Exercise details: Copy out each line of the entries where the word "import" is present.

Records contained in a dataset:
· · · · ·

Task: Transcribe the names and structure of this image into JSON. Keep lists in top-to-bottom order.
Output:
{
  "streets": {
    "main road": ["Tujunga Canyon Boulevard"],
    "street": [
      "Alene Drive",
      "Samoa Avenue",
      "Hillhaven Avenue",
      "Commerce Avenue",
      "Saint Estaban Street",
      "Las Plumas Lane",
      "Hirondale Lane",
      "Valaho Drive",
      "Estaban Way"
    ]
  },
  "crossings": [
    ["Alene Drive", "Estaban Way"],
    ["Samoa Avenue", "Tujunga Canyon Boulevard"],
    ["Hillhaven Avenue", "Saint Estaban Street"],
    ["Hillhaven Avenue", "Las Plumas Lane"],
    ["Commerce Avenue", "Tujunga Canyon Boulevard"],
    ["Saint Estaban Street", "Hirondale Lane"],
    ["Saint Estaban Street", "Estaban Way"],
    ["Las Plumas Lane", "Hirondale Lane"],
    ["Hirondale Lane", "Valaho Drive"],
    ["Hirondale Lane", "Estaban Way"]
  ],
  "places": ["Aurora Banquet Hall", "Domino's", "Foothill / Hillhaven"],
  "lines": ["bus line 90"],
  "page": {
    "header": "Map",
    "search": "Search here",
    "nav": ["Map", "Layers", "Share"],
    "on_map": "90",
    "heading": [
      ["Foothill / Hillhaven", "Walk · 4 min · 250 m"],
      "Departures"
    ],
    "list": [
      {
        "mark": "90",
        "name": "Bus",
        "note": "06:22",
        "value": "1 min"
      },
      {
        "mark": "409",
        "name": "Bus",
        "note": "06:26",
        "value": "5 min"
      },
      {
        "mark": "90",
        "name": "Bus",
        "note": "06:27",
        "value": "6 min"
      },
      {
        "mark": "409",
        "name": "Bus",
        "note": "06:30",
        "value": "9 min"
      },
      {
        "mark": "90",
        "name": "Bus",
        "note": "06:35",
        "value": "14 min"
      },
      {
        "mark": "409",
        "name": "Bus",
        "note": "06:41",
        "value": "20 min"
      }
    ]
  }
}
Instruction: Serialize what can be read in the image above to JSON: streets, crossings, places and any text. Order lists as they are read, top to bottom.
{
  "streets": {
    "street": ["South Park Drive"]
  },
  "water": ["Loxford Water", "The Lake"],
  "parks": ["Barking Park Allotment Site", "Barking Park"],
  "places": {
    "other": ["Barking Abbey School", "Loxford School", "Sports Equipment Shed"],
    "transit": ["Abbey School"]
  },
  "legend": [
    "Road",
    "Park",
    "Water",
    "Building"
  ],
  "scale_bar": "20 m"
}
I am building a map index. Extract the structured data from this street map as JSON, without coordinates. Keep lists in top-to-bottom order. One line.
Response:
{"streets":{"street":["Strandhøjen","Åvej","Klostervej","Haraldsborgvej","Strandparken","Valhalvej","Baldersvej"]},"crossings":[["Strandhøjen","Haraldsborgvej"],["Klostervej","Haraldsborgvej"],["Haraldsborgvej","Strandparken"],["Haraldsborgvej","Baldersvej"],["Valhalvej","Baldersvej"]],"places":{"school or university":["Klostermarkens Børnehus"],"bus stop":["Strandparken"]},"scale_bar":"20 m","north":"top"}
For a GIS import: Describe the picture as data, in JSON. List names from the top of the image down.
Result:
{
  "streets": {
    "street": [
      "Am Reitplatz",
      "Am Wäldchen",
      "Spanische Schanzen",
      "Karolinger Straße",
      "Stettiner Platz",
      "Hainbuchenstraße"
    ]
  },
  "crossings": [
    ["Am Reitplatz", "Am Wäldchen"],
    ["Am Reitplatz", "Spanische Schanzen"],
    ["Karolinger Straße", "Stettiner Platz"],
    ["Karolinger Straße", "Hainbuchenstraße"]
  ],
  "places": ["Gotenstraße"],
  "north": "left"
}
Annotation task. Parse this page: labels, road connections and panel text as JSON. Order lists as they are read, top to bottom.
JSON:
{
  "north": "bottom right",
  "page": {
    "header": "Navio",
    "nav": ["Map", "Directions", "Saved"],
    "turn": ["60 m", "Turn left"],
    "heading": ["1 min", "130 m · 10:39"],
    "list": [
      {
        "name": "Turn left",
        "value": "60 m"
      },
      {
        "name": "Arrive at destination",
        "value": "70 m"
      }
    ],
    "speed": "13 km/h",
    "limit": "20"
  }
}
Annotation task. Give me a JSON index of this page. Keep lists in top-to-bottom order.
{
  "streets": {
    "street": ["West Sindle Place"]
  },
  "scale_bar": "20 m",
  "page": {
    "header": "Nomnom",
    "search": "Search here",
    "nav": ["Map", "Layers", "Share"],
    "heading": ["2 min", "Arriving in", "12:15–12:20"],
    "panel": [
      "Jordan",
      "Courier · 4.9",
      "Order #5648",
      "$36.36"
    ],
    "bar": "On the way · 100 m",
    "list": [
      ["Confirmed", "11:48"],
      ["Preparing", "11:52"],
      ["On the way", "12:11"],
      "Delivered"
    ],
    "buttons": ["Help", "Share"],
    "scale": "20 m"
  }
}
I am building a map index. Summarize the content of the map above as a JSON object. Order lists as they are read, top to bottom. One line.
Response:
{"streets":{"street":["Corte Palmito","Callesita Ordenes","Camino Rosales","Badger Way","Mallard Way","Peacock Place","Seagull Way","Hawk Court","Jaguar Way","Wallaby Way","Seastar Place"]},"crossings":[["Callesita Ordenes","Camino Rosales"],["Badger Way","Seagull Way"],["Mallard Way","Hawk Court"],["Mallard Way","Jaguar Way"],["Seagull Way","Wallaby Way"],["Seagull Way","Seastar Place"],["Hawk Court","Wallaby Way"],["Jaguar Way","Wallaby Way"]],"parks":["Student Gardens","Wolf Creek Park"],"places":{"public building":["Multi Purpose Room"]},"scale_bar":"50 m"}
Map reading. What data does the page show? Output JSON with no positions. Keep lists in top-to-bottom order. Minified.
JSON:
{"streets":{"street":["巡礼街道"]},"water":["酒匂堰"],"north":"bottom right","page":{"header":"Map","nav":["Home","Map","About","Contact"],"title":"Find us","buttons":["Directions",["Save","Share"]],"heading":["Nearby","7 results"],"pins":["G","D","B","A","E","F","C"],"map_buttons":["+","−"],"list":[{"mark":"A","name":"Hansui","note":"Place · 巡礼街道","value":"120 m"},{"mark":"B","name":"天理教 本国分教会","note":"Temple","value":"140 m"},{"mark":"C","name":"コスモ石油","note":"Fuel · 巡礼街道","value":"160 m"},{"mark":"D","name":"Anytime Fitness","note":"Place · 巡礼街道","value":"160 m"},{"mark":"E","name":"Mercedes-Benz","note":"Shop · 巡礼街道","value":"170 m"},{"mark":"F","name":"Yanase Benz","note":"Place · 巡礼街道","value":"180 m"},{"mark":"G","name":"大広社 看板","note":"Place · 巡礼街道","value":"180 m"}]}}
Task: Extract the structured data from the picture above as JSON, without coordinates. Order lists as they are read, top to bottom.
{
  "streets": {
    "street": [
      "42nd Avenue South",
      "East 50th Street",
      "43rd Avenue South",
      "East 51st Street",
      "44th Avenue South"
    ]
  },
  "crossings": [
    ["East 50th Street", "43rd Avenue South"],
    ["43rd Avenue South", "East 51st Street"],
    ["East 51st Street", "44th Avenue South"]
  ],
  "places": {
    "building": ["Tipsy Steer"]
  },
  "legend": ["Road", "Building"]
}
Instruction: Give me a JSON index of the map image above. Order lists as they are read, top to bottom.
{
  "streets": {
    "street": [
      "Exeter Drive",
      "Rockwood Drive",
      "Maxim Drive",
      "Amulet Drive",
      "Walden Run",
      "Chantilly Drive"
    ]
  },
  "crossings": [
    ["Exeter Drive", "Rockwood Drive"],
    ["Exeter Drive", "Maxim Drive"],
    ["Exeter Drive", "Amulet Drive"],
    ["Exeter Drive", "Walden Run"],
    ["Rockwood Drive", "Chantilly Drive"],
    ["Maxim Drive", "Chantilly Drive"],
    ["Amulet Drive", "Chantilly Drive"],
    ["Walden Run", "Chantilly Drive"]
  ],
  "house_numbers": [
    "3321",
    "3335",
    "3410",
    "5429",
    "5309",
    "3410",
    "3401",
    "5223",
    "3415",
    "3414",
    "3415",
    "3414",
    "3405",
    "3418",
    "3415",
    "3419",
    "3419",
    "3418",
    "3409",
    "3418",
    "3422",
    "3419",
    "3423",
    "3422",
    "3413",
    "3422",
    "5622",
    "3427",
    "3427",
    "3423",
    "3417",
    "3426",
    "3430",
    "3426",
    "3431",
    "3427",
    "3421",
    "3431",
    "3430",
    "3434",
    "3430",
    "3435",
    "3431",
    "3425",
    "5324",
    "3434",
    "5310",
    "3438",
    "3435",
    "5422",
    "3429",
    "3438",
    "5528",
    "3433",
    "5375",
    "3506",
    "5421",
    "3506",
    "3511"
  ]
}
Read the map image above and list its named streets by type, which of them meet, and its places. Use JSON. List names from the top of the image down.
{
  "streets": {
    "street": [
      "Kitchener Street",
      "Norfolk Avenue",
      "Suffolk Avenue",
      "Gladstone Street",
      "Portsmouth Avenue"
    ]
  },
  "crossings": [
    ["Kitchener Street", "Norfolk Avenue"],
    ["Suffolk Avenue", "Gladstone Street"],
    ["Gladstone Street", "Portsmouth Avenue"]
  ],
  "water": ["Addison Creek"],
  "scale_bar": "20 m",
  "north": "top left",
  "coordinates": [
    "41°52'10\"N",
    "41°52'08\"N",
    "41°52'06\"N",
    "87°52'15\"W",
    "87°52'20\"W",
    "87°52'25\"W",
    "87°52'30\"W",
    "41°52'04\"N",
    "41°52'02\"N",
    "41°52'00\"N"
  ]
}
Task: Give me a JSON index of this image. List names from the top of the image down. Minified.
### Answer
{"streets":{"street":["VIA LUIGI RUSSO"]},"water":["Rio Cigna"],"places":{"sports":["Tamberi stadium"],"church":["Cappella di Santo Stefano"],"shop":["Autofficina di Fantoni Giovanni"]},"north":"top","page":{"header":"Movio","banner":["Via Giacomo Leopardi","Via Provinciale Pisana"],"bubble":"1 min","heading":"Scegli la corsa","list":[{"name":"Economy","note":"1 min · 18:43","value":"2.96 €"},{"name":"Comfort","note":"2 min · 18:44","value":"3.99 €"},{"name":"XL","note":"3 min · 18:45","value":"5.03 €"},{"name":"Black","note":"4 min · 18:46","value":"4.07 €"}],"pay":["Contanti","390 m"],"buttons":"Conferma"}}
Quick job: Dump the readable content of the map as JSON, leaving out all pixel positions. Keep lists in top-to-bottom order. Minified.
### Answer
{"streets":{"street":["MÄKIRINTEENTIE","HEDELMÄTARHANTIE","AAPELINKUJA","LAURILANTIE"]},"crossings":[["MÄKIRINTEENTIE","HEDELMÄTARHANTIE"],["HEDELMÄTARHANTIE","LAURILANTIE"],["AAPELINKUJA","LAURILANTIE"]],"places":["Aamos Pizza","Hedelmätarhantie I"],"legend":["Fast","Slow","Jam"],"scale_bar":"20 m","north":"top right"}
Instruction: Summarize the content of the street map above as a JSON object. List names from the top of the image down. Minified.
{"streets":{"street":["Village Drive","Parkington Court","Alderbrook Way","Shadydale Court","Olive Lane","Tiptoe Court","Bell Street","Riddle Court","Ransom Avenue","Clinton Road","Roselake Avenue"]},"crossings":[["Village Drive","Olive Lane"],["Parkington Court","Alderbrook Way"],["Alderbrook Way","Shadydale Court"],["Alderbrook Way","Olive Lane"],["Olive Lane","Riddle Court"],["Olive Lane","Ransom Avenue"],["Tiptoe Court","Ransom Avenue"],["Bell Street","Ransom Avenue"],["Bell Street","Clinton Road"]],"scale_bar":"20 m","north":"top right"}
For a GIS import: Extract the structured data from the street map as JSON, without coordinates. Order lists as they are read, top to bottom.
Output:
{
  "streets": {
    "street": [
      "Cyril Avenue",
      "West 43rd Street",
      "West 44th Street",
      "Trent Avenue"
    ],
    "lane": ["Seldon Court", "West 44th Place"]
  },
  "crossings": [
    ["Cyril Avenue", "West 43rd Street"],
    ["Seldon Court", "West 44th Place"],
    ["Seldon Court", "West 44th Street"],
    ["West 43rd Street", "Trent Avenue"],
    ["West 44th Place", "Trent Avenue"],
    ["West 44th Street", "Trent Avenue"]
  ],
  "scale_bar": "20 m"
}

· · · · ·

Task solution:
For a GIS import: Describe the picture as data, in JSON. List names from the top of the image down.
For a GIS import: Extract the structured data from the street map as JSON, without coordinates. Order lists as they are read, top to bottom.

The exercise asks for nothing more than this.